Task requirements ▸
Go through the material below and please tally the lines that hold the word "heart"; the number alone is the answer.

════

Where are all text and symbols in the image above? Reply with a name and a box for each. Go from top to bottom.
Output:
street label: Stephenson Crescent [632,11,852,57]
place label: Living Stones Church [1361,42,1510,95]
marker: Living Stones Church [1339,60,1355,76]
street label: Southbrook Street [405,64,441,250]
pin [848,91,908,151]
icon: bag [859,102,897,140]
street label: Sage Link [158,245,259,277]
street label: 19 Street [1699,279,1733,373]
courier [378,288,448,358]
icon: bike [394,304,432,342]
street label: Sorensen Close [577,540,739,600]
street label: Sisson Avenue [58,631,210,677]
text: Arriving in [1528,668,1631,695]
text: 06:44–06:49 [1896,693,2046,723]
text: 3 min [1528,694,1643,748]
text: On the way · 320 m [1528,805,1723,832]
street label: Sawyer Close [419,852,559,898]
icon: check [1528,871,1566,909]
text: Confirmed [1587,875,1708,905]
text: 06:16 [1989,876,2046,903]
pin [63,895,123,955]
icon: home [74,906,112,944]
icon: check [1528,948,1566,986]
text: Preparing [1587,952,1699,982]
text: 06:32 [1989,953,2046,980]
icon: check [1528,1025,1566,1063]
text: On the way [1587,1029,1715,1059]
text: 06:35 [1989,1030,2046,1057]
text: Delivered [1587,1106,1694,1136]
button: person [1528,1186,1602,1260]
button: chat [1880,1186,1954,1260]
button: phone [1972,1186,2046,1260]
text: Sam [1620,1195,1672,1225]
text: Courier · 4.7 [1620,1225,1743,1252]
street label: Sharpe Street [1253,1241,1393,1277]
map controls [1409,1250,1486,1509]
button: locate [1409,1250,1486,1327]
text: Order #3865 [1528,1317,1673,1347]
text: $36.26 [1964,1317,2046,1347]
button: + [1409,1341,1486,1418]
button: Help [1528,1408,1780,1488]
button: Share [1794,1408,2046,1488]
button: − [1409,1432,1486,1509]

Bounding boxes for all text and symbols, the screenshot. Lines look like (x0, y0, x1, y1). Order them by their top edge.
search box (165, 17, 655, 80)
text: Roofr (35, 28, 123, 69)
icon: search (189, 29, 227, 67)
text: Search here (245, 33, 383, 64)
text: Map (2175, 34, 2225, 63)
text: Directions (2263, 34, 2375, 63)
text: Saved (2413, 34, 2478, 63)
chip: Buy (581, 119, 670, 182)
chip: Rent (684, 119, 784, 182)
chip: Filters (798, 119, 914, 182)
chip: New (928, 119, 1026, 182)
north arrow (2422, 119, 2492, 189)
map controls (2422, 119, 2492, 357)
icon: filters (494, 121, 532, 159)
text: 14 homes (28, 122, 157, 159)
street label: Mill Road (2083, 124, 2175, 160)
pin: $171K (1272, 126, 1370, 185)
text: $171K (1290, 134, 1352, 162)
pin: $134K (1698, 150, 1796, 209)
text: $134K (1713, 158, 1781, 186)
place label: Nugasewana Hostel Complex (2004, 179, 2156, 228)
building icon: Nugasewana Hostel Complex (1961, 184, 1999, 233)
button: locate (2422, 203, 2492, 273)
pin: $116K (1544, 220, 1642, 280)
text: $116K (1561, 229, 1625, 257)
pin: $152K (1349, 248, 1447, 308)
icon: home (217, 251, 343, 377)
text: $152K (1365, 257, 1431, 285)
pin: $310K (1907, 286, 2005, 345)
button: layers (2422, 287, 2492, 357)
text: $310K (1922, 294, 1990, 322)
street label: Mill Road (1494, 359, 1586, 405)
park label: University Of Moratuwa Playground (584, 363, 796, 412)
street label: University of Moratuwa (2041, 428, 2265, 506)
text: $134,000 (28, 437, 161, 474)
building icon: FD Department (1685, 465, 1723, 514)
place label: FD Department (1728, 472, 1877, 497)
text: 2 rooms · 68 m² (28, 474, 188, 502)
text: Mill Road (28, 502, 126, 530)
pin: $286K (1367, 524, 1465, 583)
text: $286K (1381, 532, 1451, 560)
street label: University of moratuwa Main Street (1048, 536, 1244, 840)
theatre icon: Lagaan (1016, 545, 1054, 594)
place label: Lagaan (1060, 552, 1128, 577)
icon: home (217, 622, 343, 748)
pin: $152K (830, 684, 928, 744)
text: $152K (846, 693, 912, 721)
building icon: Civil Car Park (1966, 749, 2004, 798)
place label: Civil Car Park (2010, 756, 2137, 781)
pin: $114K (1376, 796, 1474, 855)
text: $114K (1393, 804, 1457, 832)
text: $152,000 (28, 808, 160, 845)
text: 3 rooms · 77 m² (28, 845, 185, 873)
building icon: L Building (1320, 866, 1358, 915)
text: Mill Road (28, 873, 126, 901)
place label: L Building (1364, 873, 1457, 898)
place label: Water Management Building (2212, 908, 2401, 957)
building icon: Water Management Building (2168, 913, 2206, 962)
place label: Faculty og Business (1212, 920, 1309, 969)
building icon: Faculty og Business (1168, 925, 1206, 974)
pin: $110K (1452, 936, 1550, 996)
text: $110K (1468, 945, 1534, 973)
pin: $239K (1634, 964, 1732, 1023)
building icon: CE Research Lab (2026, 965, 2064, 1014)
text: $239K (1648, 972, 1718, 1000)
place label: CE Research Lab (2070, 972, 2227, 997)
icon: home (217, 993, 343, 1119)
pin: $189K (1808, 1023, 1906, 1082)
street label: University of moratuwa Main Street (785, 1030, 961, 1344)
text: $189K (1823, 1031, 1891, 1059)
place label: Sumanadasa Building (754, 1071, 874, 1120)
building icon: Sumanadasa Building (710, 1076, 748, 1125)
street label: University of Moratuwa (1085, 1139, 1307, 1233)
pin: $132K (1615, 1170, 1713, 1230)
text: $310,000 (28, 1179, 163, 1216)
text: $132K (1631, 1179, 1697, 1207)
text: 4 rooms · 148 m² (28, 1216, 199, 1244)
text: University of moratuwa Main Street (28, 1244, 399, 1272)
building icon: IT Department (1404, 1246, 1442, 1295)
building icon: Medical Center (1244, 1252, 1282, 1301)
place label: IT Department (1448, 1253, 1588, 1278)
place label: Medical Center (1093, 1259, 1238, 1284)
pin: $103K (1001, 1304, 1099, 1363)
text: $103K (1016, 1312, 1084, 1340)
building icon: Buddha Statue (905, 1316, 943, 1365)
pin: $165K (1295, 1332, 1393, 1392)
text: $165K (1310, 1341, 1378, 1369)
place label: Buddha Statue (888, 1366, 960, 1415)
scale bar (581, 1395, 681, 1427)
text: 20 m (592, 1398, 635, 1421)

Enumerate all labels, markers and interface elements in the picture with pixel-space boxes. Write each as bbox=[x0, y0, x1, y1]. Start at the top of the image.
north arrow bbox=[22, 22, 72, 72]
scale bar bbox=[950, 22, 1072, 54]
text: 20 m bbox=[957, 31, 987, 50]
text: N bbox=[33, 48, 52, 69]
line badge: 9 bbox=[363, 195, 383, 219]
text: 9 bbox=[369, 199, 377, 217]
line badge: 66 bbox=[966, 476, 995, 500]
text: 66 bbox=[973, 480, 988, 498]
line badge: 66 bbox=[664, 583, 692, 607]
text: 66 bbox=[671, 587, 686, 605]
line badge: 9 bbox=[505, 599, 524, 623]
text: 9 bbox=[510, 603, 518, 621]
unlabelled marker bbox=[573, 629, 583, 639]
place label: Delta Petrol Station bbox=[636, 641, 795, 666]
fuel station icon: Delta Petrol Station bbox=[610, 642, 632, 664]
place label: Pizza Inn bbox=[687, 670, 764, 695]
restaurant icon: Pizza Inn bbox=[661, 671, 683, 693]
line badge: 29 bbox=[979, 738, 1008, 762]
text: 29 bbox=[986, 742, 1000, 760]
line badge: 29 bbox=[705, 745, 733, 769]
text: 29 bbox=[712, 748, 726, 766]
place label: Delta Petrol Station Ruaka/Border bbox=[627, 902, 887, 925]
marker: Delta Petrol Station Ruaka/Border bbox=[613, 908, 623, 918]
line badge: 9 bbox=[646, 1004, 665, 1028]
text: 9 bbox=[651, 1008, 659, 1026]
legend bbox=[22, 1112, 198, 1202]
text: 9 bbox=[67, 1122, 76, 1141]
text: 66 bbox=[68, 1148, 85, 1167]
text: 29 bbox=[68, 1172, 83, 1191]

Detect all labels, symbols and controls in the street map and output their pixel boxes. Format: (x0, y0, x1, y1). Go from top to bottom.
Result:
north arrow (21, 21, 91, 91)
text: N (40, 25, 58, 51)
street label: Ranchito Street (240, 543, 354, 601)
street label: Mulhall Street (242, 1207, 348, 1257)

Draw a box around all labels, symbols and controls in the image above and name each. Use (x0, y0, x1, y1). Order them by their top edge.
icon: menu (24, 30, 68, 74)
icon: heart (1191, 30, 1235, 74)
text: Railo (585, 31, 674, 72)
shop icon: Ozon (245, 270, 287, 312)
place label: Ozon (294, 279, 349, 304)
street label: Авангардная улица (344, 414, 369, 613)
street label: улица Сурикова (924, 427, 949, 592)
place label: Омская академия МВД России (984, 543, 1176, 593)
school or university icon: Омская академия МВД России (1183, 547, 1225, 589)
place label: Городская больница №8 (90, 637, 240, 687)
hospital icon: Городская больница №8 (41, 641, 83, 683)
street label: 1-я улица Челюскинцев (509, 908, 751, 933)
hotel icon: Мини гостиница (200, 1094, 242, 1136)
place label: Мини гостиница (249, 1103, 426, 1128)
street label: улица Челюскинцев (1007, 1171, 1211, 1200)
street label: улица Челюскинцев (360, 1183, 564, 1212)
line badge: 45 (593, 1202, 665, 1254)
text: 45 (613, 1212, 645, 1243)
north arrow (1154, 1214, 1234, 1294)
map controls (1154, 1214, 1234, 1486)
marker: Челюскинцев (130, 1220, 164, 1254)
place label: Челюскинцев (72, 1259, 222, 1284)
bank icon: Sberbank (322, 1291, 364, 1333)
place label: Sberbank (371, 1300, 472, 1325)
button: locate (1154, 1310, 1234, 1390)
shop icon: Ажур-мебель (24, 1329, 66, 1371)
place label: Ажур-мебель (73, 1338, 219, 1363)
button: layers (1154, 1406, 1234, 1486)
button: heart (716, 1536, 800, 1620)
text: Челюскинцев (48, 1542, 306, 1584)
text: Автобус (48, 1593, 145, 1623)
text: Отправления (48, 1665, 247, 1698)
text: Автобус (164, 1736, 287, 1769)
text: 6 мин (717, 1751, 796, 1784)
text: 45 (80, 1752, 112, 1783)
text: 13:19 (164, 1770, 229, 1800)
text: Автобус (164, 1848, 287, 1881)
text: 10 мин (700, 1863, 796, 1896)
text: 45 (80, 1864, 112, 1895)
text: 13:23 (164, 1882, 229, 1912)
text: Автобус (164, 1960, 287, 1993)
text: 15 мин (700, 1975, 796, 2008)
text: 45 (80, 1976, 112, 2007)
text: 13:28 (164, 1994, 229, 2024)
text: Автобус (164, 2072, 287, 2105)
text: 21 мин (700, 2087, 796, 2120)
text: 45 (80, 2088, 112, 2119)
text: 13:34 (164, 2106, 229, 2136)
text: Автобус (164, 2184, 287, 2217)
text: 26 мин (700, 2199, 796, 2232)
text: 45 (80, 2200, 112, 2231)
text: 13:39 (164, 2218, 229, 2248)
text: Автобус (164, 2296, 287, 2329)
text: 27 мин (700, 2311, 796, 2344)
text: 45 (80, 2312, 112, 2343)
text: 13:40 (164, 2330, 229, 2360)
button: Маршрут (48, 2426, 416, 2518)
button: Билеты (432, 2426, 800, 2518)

════

Answer ▸
2